Why are my unzipped filenames garbled on Mac?

You unzip an archive a colleague sent from Windows and the filenames come out as strings like “안녕” or “文字”. The documents open fine — only the names are wrecked. Here is what actually happened, and how to get the real names back.

The cause: ZIP has no standard filename encoding

The ZIP format predates Unicode adoption, and most Windows tools still write filenames in the machine's regional code page: Shift-JIS on Japanese Windows, GBK on Simplified-Chinese Windows, Big5 on Traditional-Chinese Windows, EUC-KR on Korean Windows.

macOS Archive Utility assumes filenames are UTF-8. When the bytes are actually Shift-JIS or EUC-KR, every multi-byte character decodes to the wrong letters — that is the garbage you see. The file contents are untouched; only the names were mis-decoded.
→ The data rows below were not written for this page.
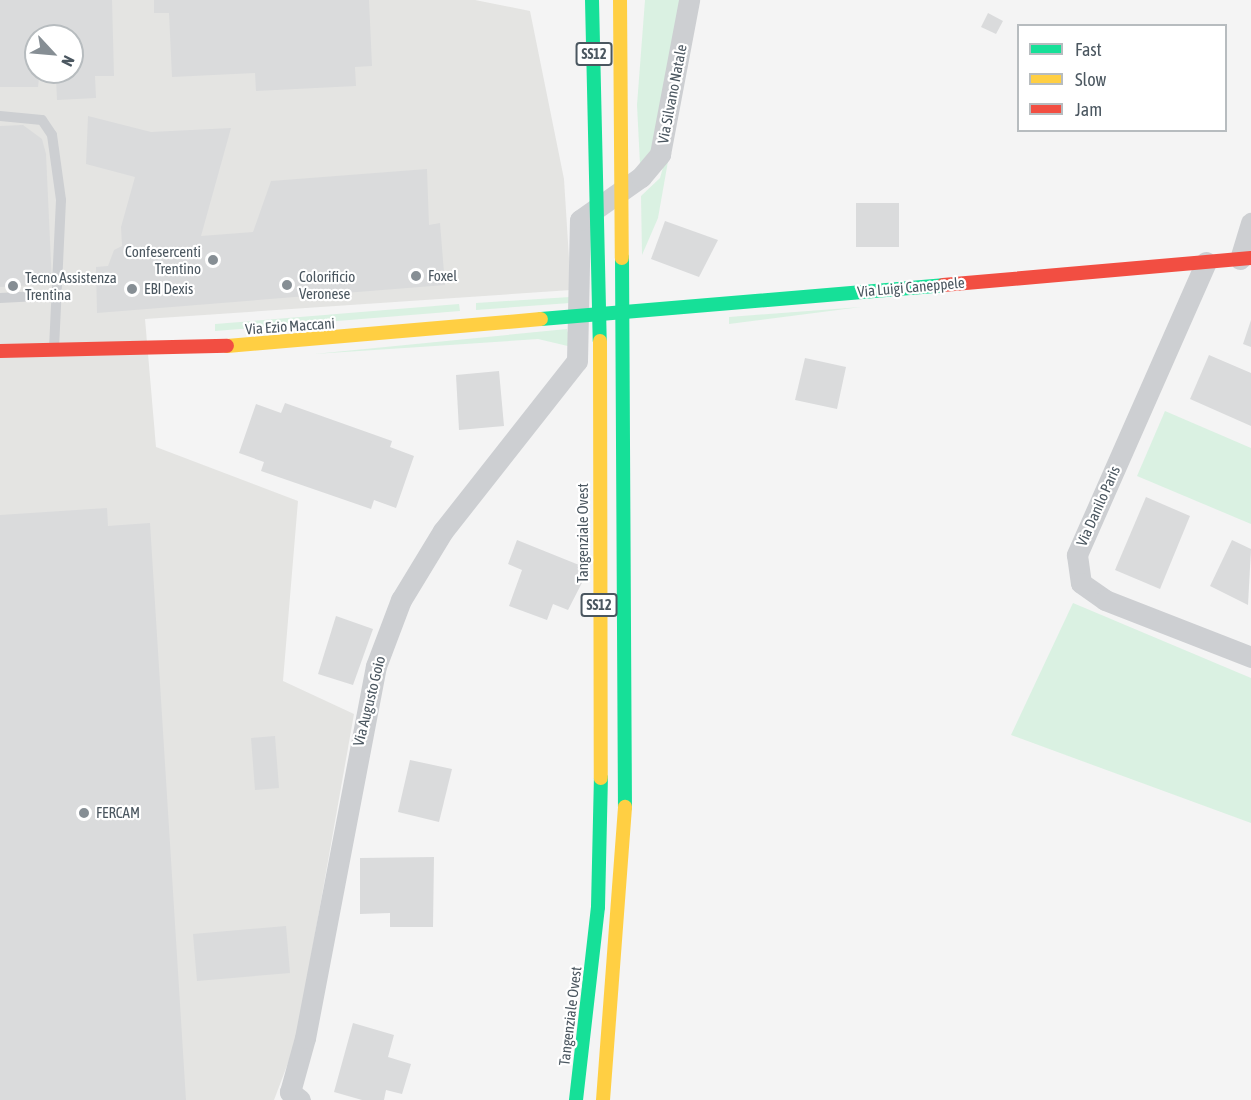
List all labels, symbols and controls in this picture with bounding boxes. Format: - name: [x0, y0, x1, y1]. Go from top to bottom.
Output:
- north arrow: [24, 24, 84, 84]
- legend: [1017, 24, 1227, 132]
- text: Fast: [1075, 39, 1102, 60]
- road number: SS12: [574, 43, 614, 65]
- street label: Via Silvano Natale: [654, 43, 690, 145]
- text: N: [58, 53, 79, 69]
- text: Slow: [1075, 69, 1106, 90]
- text: Jam: [1075, 99, 1102, 120]
- place label: Confesercenti Trentino: [125, 242, 201, 277]
- marker: Confesercenti Trentino: [206, 253, 220, 267]
- place label: Colorificio Veronese: [299, 267, 355, 302]
- place label: Foxel: [428, 267, 457, 285]
- place label: Tecno Assistenza Trentina: [25, 268, 117, 303]
- marker: Foxel: [409, 269, 423, 283]
- street label: Via Luigi Caneppele: [857, 273, 965, 301]
- marker: Colorificio Veronese: [280, 278, 294, 292]
- marker: Tecno Assistenza Trentina: [6, 279, 20, 293]
- place label: EBI Dexis: [144, 280, 193, 298]
- marker: EBI Dexis: [125, 282, 139, 296]
- street label: Via Ezio Maccani: [244, 314, 336, 338]
- street label: Via Danilo Paris: [1072, 463, 1124, 549]
- street label: Tangenziale Ovest: [574, 483, 592, 583]
- road number: SS12: [580, 594, 618, 616]
- street label: Via Augusto Goio: [349, 654, 389, 748]
- place label: FERCAM: [96, 804, 140, 822]
- marker: FERCAM: [77, 806, 91, 820]
- street label: Tangenziale Ovest: [555, 965, 585, 1067]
Fix 1 — automatic: repair the ZIP itself

Drop the original ZIP onto Mojifix. It examines the raw filename bytes, detects which legacy encoding they are, and writes a repaired copy of the archive with correct UTF-8 names. The original ZIP is never modified, and unrecoverable characters are flagged instead of silently guessed.

Fix 2 — already extracted? Batch-rename the files

If you deleted the ZIP, drag the extracted files or folders into Mojifix instead. The same detection runs on the broken names and shows a before → after preview; confirm to restore all of them in one pass.

Fix 3 — manual (command line)

Technical users can re-extract with an encoding override, e.g. ditto -V -x -k --sequesterRsrc variants or unzip -O sjis archive.zip from Homebrew's unzip. The catch: you must already know the source encoding, and a wrong guess produces different garbage. Automatic detection avoids the trial-and-error.